Sustained Symptom Improvement
The EMERGENT-4 trial, a 52-week open-label extension, assessed the long-term safety, tolerability, and efficacy of Cobenfy in 156 adults with schizophrenia. These patients had previously completed the EMERGENT-2 or EMERGENT-3 trials. Results showed sustained improvements across all efficacy benchmarks, including the Positive and Negative Syndrome Scale (PANSS) total score, Clinical Global Impression-Severity (CGI-S) score, and PANSS subscale scores.
Patients initially assigned to the placebo group in the acute trials experienced rapid symptom improvement upon starting Cobenfy. By the end of the 52-week extension, 69% of patients completing the study achieved a ≥30% improvement in schizophrenia symptoms from the acute trial baseline, as measured by the PANSS total score.
Efficacy in Patients with Stable Symptoms
The EMERGENT-5 trial, also a 52-week open-label study, evaluated the long-term effects of Cobenfy in 566 adult patients with schizophrenia who had stable symptoms on prior antipsychotic therapy and no prior exposure to Cobenfy. Patients enrolled had a PANSS total score ≤80 (mean 66.0) and a CGI-S score ≤4 (mean 3.4), indicating mild to moderate illness.

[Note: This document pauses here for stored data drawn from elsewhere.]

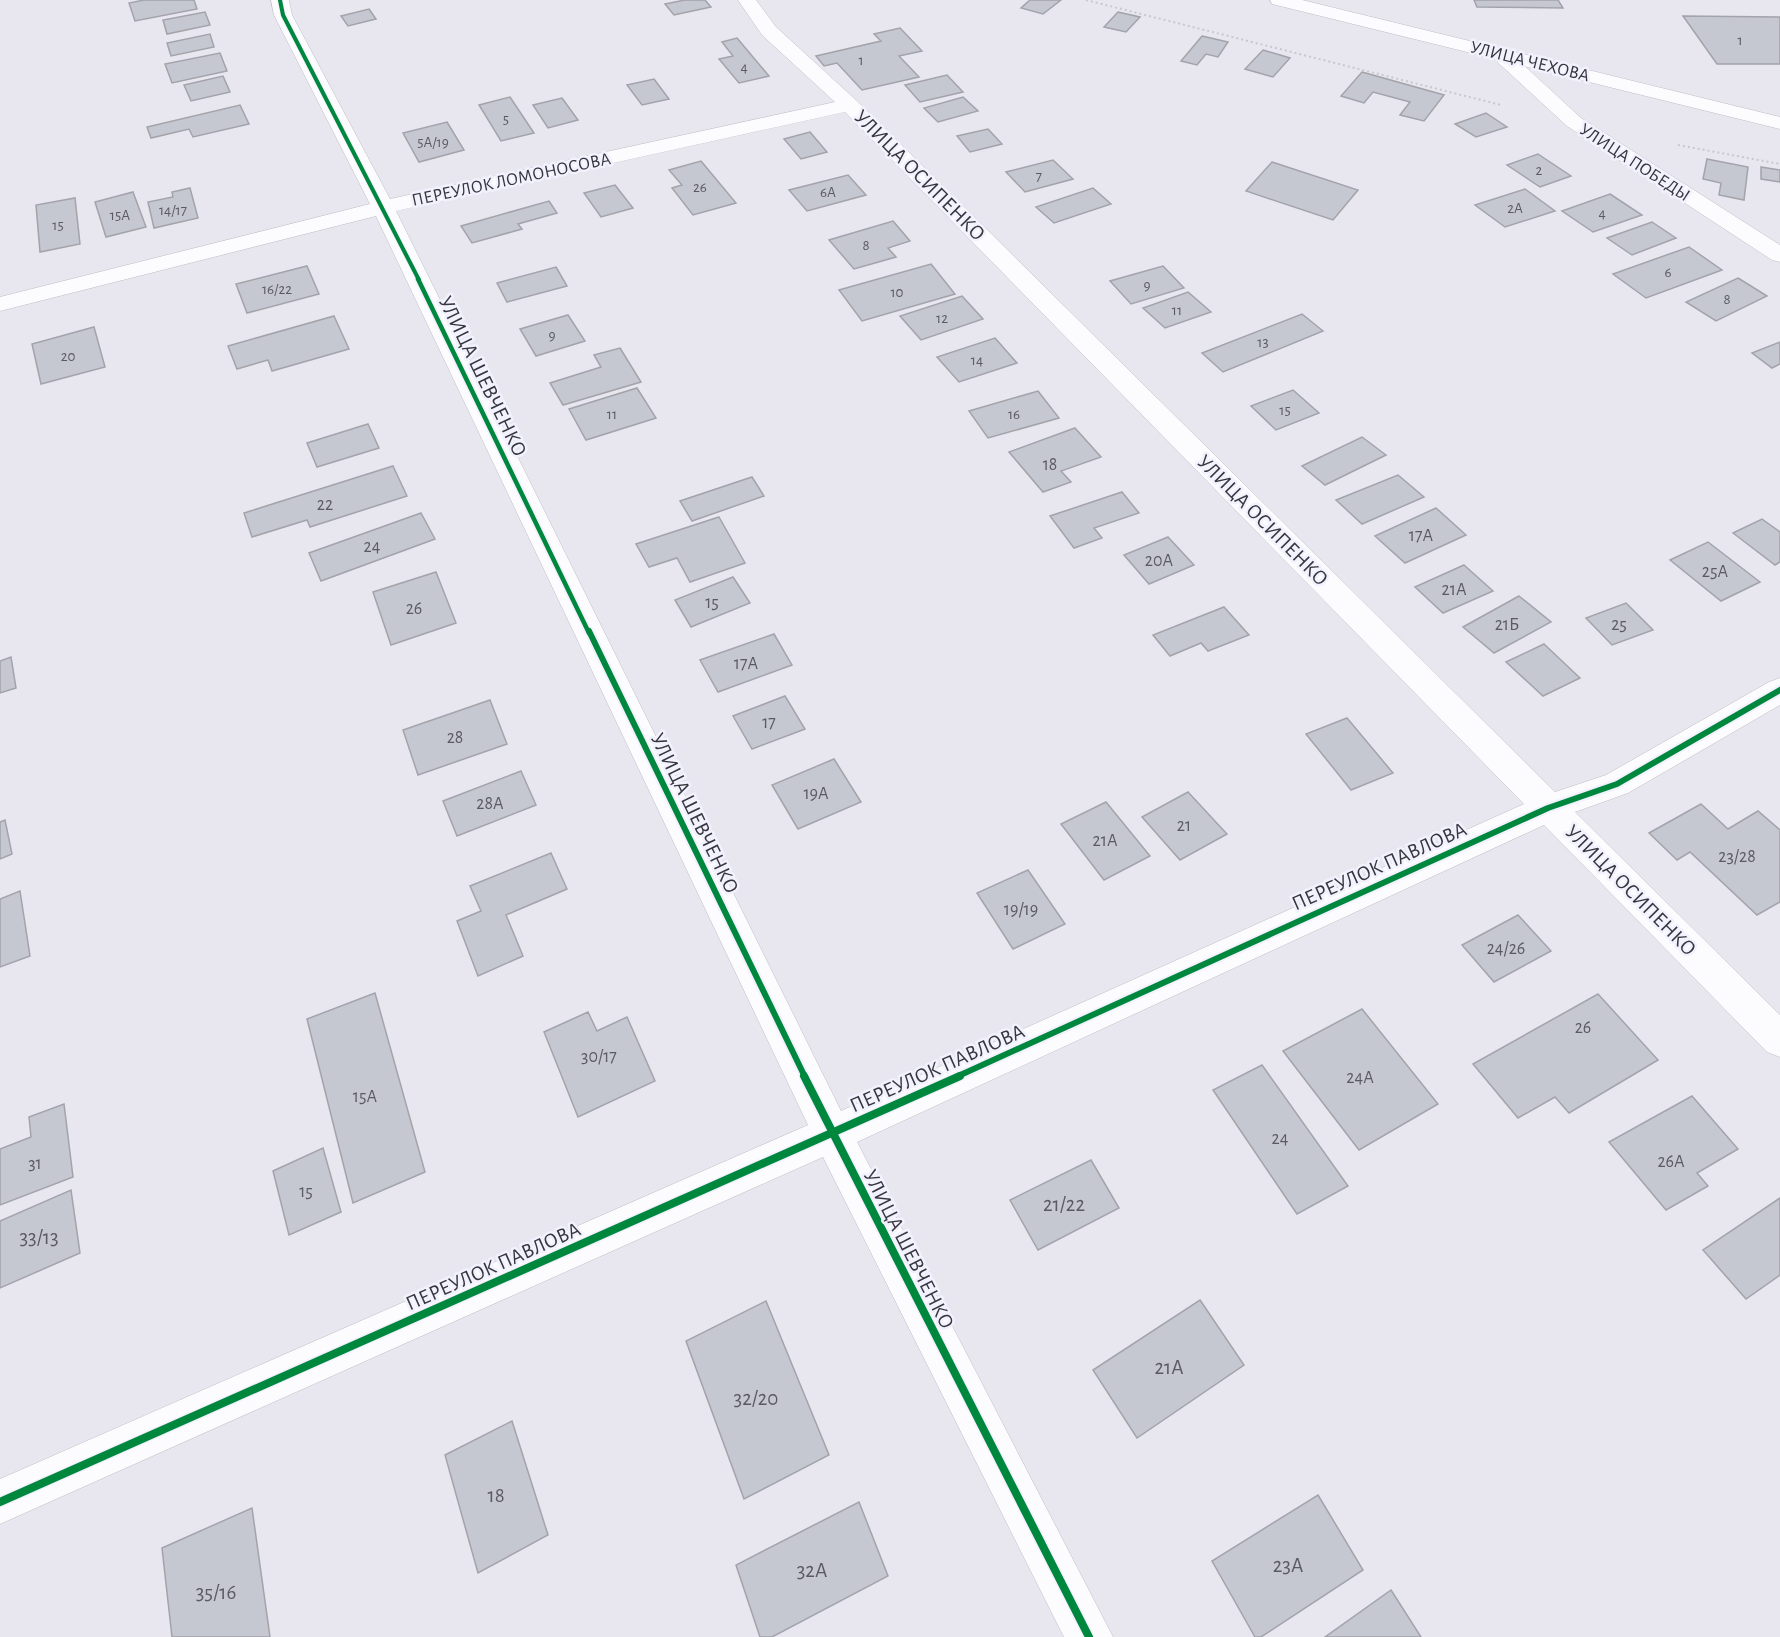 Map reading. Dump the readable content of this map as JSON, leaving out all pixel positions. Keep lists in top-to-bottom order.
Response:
{
  "streets": {
    "street": [
      "УЛИЦА ЧЕХОВА",
      "УЛИЦА ПОБЕДЫ",
      "УЛИЦА ОСИПЕНКО",
      "ПЕРЕУЛОК ЛОМОНОСОВА",
      "УЛИЦА ШЕВЧЕНКО",
      "ПЕРЕУЛОК ПАВЛОВА"
    ]
  },
  "crossings": [
    ["УЛИЦА ЧЕХОВА", "УЛИЦА ПОБЕДЫ"],
    ["УЛИЦА ОСИПЕНКО", "ПЕРЕУЛОК ЛОМОНОСОВА"],
    ["УЛИЦА ОСИПЕНКО", "ПЕРЕУЛОК ПАВЛОВА"],
    ["ПЕРЕУЛОК ЛОМОНОСОВА", "УЛИЦА ШЕВЧЕНКО"],
    ["УЛИЦА ШЕВЧЕНКО", "ПЕРЕУЛОК ПАВЛОВА"]
  ],
  "house_numbers": [
    "1",
    "1",
    "4",
    "5",
    "5А/19",
    "2",
    "7",
    "26",
    "6А",
    "2А",
    "14/17",
    "4",
    "15А",
    "15",
    "8",
    "6",
    "9",
    "16/22",
    "10",
    "8",
    "11",
    "12",
    "9",
    "13",
    "20",
    "14",
    "15",
    "11",
    "16",
    "18",
    "22",
    "17А",
    "24",
    "20А",
    "25А",
    "21А",
    "15",
    "26",
    "21Б",
    "25",
    "17А",
    "17",
    "28",
    "19А",
    "28А",
    "21",
    "21А",
    "23/28",
    "19/19",
    "24/26",
    "26",
    "30/17",
    "24А",
    "15А",
    "24",
    "26А",
    "31",
    "15",
    "21/22",
    "33/13",
    "21А",
    "32/20",
    "18",
    "23А",
    "32А",
    "35/16"
  ]
} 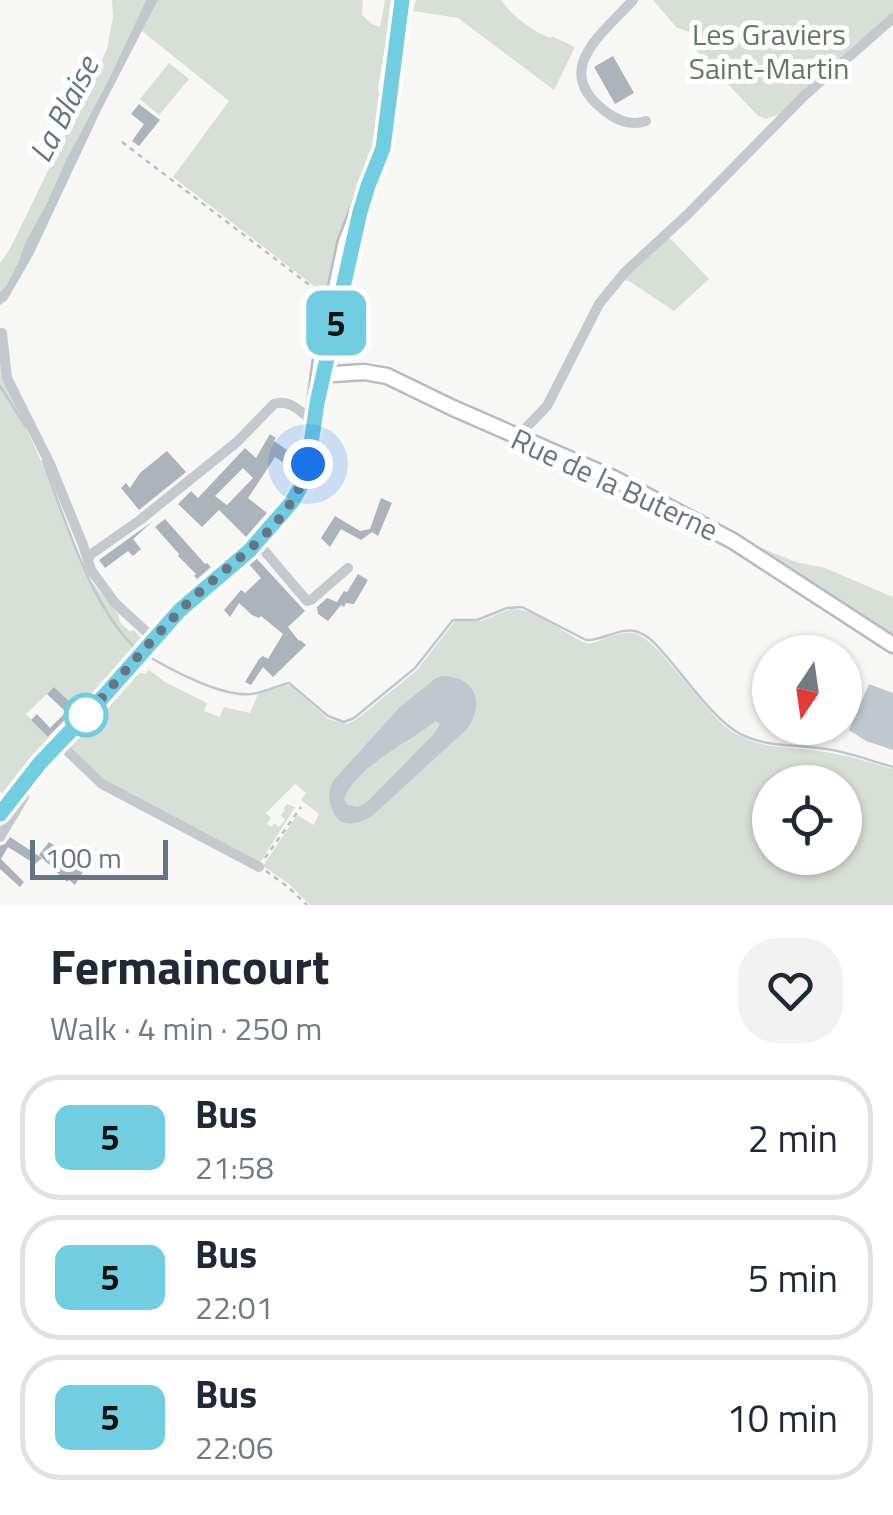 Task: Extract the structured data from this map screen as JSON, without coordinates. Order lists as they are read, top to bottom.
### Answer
{
  "streets": {
    "street": ["Rue de la Buterne"]
  },
  "water": ["La Blaise"],
  "parks": ["Les Graviers Saint-Martin"],
  "lines": ["bus line 5"],
  "scale_bar": "100 m",
  "north": "bottom",
  "page": {
    "on_map": "5",
    "scale": "100 m",
    "heading": ["Fermaincourt", "Walk · 4 min · 250 m"],
    "list": [
      {
        "mark": "5",
        "name": "Bus",
        "note": "21:58",
        "value": "2 min"
      },
      {
        "mark": "5",
        "name": "Bus",
        "note": "22:01",
        "value": "5 min"
      },
      {
        "mark": "5",
        "name": "Bus",
        "note": "22:06",
        "value": "10 min"
      }
    ]
  }
}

After 52 weeks, patients treated with Cobenfy showed improvements in schizophrenia symptoms across all efficacy measures, including PANSS total, CGI-S, and PANSS subscale scores. Thirty percent of patients achieved a ≥30% reduction from baseline in the PANSS total score, with an average reduction of -5.5 points from baseline at 52 weeks. These results confirm the maintenance of effect with long-term treatment.
Safety and Tolerability
Cobenfy was well-tolerated in both trials, with no new safety signals reported. Pooled data from EMERGENT-4 and EMERGENT-5 indicated that 65% of patients experienced weight loss. No significant changes were observed in total cholesterol, triglycerides, or HbA1c levels. Common adverse events included nausea, vomiting, constipation, dry mouth, dyspepsia, dizziness, hypertension, and diarrhea.
Clinical Implications
"The results from our long-term trials further support the differentiated profile of Cobenfy and reinforce prior findings of robust and maintained symptom reduction with long-term treatment," said Alyssa Johnsen, MD, PhD, Senior Vice President and Head of Clinical Development, Immunology, Cardiovascular and Neuroscience, Bristol Myers Squibb. She also noted the compelling safety and tolerability profile associated with long-term Cobenfy treatment, consistent with prior studies, and the lack of weight gain, movement disorders, or metabolic changes.
Schizophrenia, affecting approximately 0.3% of the global population and an estimated 2.8 million people in the United States, often requires lifelong treatment. Cobenfy offers a novel mechanism of action and a distinct profile, potentially improving long-term outcomes for patients with schizophrenia.